One of Sempra Energy’s two major utilities, Los Angeles-based Southern California Gas Co. is being targeted for five years of back overtime pay in a “proposed class action lawsuit,” according to two law firms filing the suit last week in state superior court in Los Angeles on behalf of 500 hourly employees they seek to represent.
SoCalGas spokespeople in Los Angeles indicated the utility so far has not been served with the lawsuit, but from what they can understand from a news media announcement released by the two law firms, the action “has no merit,” and appears to be “frivolous.” The company looks at the action as “an attempt to garner publicity in advance to see what type of reaction it draws” from the gas utility.
A Seattle, WA-based law firm with Los Angeles offices, Hagens Berman, and an Orange County-based firm in Southern California, Wellman & Warren, brought the suit on behalf of several specific employees, with the intention of having the court declare it a class action because of a number of unnamed plaintiffs who are all in a similar situation.
The issue dates back to 1996 when SoCalGas allegedly changed its policy to make Saturday a required workday, eliminating overtime pay for employees working that day, and refusing to pay overtime when workers clocked more than 40 hours in a work week.

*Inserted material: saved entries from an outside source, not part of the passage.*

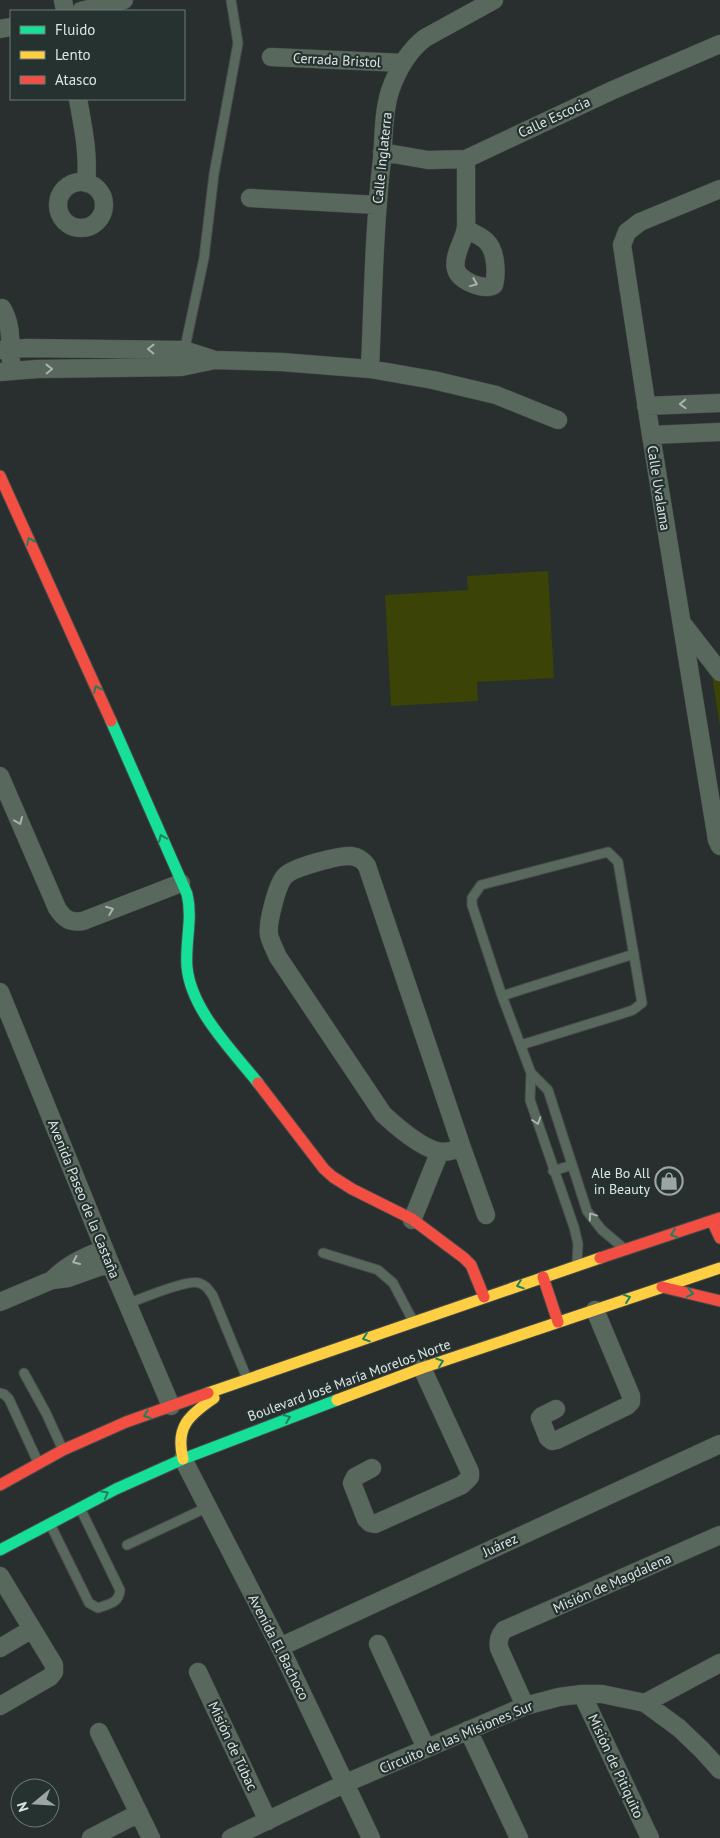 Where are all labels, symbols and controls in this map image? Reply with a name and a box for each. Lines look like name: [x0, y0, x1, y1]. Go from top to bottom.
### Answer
legend: [10, 10, 185, 100]
text: Fluido: [55, 20, 95, 39]
text: Lento: [55, 45, 91, 64]
street label: Cerrada Bristol: [293, 49, 381, 71]
text: Atasco: [55, 70, 97, 89]
street label: Calle Escocia: [515, 92, 593, 142]
street label: Calle Inglaterra: [368, 111, 396, 205]
one-way arrow: [469, 277, 478, 287]
one-way arrow: [146, 344, 154, 354]
one-way arrow: [45, 364, 53, 374]
one-way arrow: [679, 399, 687, 410]
street label: Calle Uvalama: [643, 444, 675, 532]
one-way arrow: [25, 537, 36, 546]
one-way arrow: [93, 685, 103, 694]
one-way arrow: [13, 816, 24, 825]
one-way arrow: [157, 834, 168, 843]
one-way arrow: [105, 906, 114, 917]
one-way arrow: [532, 1116, 542, 1125]
street label: Avenida Paseo de la Castaña: [44, 1117, 124, 1281]
place label: Ale Bo All in Beauty: [592, 1164, 650, 1198]
shop icon: Ale Bo All in Beauty: [654, 1166, 684, 1196]
one-way arrow: [588, 1212, 598, 1221]
one-way arrow: [670, 1228, 679, 1238]
one-way arrow: [72, 1255, 81, 1266]
one-way arrow: [516, 1280, 525, 1290]
one-way arrow: [686, 1287, 695, 1298]
one-way arrow: [622, 1294, 630, 1304]
one-way arrow: [362, 1332, 371, 1342]
street label: Boulevard José María Morelos Norte: [245, 1335, 453, 1425]
one-way arrow: [435, 1358, 443, 1368]
one-way arrow: [143, 1409, 151, 1419]
one-way arrow: [282, 1414, 291, 1424]
one-way arrow: [100, 1490, 109, 1500]
street label: Juárez: [479, 1529, 520, 1561]
street label: Misión de Magdalena: [550, 1549, 674, 1617]
street label: Avenida El Bachoco: [245, 1591, 313, 1703]
street label: Circuito de las Misiones Sur: [376, 1696, 536, 1778]
street label: Misión de Túbac: [204, 1699, 262, 1793]
street label: Misión de Pitiquito: [584, 1711, 648, 1821]
north arrow: [10, 1778, 60, 1828]
text: N: [13, 1800, 33, 1814]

Employees filed formal grievances against the company, but have had their claims rejected, said Kevin Roddy, an attorney with Hagens Berman.

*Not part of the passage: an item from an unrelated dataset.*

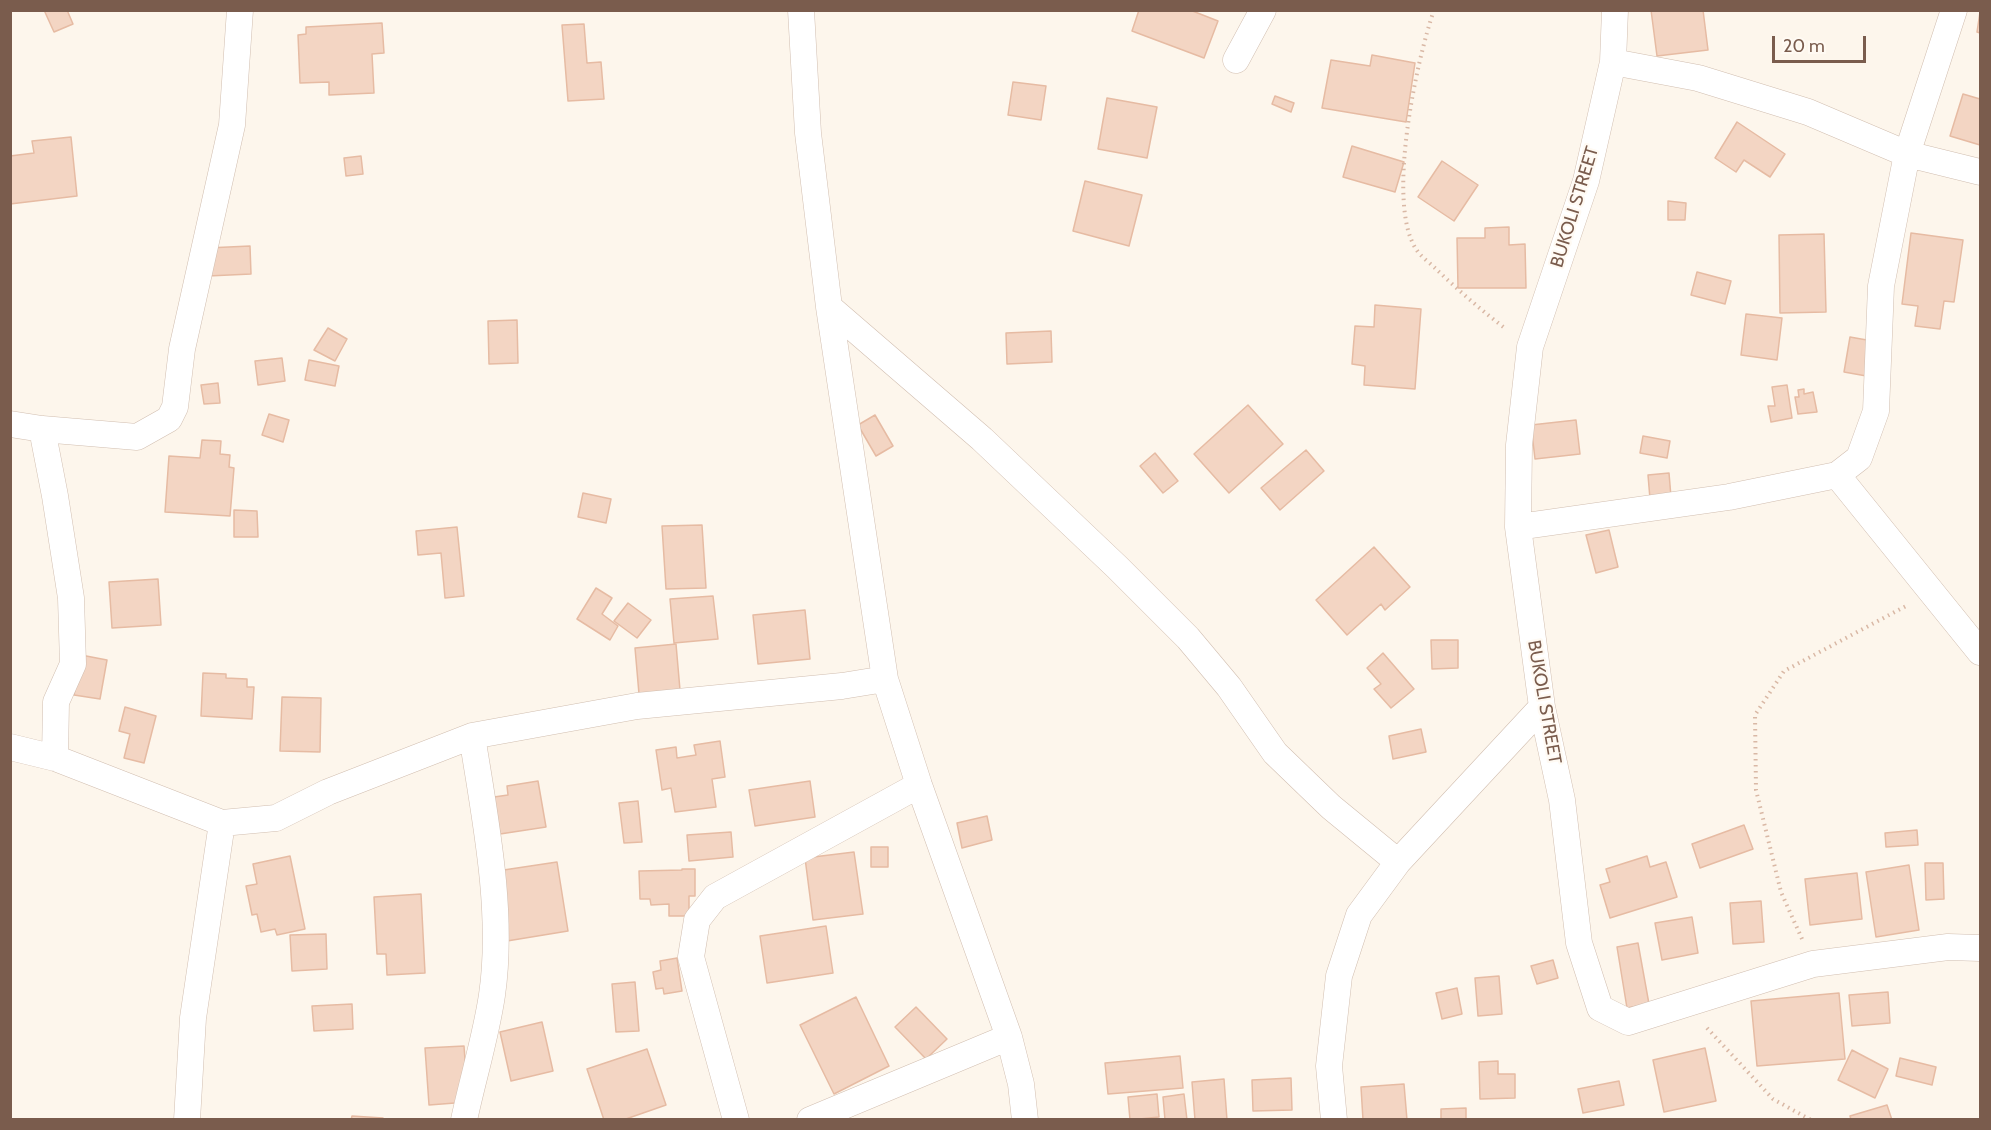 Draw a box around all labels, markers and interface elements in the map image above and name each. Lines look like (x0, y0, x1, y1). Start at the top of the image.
scale bar (1775, 24, 1870, 62)
text: 20 m (1783, 35, 1825, 57)
street label: BUKOLI STREET (1546, 144, 1604, 270)
street label: BUKOLI STREET (1522, 638, 1566, 766)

“Our clients repeatedly asked (the utility) to live up to its responsibilities and pay the required time-and-a-half, but were shot down at every turn,” Roddy said. “The company has tried to hide behind a series of transparent excuses, none of which stand up to the iron-clad standard that you pay time-and-a-half for work beyond 40 hours a week.”
The utility workers’ union representing the employees has been informally briefed on the lawsuit, but it is not officially backing it, according to a spokesperson for the two law firms.
The law firms are alleging they have obtained “evidence” that the company rewarded managers for keeping down labor costs by “improperly denying overtime as a well-orchestrated campaign to increase profits.” They are calling it a sort of “kick-back” system because management is rewarded for “denying hourly workers fair compensation.”